**Input records:**
··········
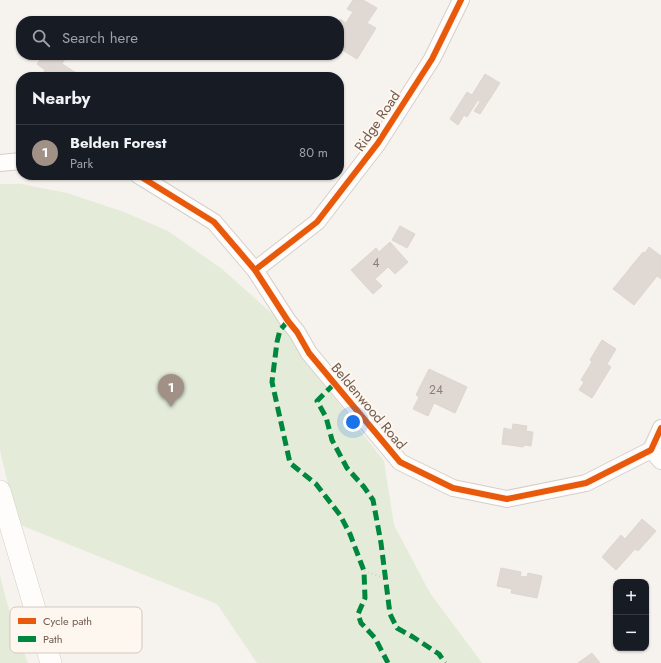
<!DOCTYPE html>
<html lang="en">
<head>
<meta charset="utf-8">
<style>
  body { margin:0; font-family:Jost,sans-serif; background:#20242c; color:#f1f3f6 }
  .controls { position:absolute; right:12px; bottom:12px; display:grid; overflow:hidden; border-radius:8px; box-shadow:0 1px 3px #0004 }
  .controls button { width:36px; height:36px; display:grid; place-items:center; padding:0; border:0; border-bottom:1px solid #363941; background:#171b24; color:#f1f3f6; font:20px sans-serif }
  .you { position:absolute; left:353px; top:422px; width:14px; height:14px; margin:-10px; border:3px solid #fff; border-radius:50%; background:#1a73e8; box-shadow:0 0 0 6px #1a73e833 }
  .badge { display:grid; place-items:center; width:26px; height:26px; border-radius:50%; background:#a09086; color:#fff; font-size:13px; font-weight:700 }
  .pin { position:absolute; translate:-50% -33px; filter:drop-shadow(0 1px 2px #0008) }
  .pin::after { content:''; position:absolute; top:21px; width:14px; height:12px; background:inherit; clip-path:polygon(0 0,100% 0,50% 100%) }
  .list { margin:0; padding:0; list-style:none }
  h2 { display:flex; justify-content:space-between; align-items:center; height:52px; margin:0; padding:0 16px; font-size:17px }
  h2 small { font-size:13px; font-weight:400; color:#9ea1a6 }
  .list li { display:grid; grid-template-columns:26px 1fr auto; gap:12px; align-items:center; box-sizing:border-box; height:56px; padding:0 16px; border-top:1px solid #363941 }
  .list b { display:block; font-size:15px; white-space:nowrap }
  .list p { margin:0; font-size:13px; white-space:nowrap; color:#9ea1a6 }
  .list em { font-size:13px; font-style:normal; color:#9ea1a6 }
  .icon { flex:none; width:22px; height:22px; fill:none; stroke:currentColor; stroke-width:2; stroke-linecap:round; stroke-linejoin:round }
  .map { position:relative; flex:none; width:661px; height:663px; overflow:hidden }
  .search { position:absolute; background:#171b24; box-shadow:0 1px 3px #0004; left:16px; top:16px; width:328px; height:44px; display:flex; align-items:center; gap:10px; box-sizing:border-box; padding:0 14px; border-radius:16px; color:#9ea1a6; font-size:15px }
  .panel { position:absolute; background:#171b24; box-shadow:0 1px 3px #0004; left:16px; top:72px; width:328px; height:108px; border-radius:16px }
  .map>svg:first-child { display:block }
</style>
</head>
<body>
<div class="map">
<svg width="661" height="663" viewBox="0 0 661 663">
  <rect width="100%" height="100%" fill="#f6f2ed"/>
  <path fill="#e4ecd9" d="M 0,184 L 21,184 L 67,193 L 124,212 L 168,231 L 222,269 L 278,319 L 307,363 L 384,461 L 394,525 L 430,593 L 482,663 L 257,663 L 217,604 L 18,524 L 0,451 Z
    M 0,576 L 13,625 L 28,663 L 0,663 Z"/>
  <path fill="#dfd8d3" stroke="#ded6d0" d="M 353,0 L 363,0 L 377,8 L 367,23 L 376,28 L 357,59 L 339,48 L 339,22 L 340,19 L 346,23 L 353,12 L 347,9 Z
    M 43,55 L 46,55 L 51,58 L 53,55 L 62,55 L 66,57 L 62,64 L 78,74 L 77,77 L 41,77 L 45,70 L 37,64 Z
    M 485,74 L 500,83 L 480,114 L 474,111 L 480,102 L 478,100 L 467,117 L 464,115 L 458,125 L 450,119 L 467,92 L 472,95 Z
    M 263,175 L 272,175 L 270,179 Z
    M 400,226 L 415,234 L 407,248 L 392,240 Z
    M 390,242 L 408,262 L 395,274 L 388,267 L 375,279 L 382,286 L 373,294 L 351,270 L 376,248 L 379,252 Z
    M 649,247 L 661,256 L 661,279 L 657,276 L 634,305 L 613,289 L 643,252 L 645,253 Z
    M 602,340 L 616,349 L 607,364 L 611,367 L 592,398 L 579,390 L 584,382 L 581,380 L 592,362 L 590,360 Z
    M 429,369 L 467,387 L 455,413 L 434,403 L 428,416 L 413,409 L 419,397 L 416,395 Z
    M 513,424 L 527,426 L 526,431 L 533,432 L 531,446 L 524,445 L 523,447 L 502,444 L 504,428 L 512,430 Z
    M 642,519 L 656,531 L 638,551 L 635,549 L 616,570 L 602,557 L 621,535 L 625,539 Z
    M 501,568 L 521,572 L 520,576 L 527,577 L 528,573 L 542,576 L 537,598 L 511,593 L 512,589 L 497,586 Z
    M 592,653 L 600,663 L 578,663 Z"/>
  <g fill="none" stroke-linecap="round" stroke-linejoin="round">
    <g stroke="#d5cfcb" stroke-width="18">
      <path id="minor" d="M 0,163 L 21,161
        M 138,175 L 214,222 L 255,270 L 288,321 L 297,332 L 309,353 L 400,462 L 453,488 L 507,499 L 586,483 L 651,450 L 661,428
        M 255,270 L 317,222 L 378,143 L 432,59 L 461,0
        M 651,450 L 661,461"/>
    </g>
    <g stroke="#d5cfcb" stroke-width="22">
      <path id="tertiary" d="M 0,491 L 51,663"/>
    </g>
    <path stroke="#d7d0cc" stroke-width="2.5" stroke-dasharray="1 3" stroke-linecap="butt" d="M 364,571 L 387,579"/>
    <use href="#minor" stroke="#fefdfc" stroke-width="16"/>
    <use href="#tertiary" stroke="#fefdfc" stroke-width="21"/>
    <path stroke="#00873e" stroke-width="5" stroke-dasharray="10 5" stroke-linecap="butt" d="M 288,321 L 280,330 L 277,342 L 272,382 L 290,463 L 316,484 L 340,515 L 350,534 L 364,571 L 365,598 L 358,614 L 361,623 L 375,638 L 388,663
      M 334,384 L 317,401 L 326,417 L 332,440 L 347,468 L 364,487 L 373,500 L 381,543 L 390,614 L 397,628 L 413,637 L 439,654 L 445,663"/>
    <g stroke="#fdf7ef" stroke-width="8">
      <path id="cycleway" d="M 138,175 L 214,222 L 255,270 L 288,321 L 297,332 L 309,353 L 400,462 L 453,488 L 507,499 L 586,483 L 651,450 L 661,428
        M 255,270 L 317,222 L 378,143 L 432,59 L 461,0"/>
    </g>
    <use href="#cycleway" stroke="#e8590c" stroke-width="6"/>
  </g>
  <g text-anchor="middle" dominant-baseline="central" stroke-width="4" stroke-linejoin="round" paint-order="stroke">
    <g font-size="12" fill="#907d73">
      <text x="376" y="263">4</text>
      <text x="436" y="390">24</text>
    </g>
    <g font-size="14" fill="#725b4f" stroke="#fdf7ef">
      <text transform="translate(377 121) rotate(-56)">Ridge Road</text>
      <text transform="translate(369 406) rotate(50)">Beldenwood Road</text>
    </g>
  </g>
  <rect x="10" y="607" width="132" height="46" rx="6" fill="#fdf7ef" stroke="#d3c8bf" stroke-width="1"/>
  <rect x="18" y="618" width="18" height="6" fill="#e8590c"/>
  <rect x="18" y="636" width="18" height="6" fill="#00873e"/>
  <g font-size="11" fill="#725b4f">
    <text x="43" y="625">Cycle path</text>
    <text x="43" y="643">Path</text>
  </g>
</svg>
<div class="controls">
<button>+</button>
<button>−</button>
</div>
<div class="you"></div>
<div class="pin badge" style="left:171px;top:407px">1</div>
<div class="search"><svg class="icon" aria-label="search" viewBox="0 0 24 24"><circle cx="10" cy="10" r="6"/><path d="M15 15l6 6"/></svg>Search here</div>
<section class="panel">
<h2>Nearby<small></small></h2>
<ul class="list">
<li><span class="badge">1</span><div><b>Belden Forest</b><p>Park</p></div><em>80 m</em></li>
</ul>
</section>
</div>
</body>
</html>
··········
**What to work on:**
Check each line of the listing above for the string "controls" and return those that contain it.

**Your solution:**
  .controls { position:absolute; right:12px; bottom:12px; display:grid; overflow:hidden; border-radius:8px; box-shadow:0 1px 3px #0004 }
  .controls button { width:36px; height:36px; display:grid; place-items:center; padding:0; border:0; border-bottom:1px solid #363941; background:#171b24; color:#f1f3f6; font:20px sans-serif }
<div class="controls">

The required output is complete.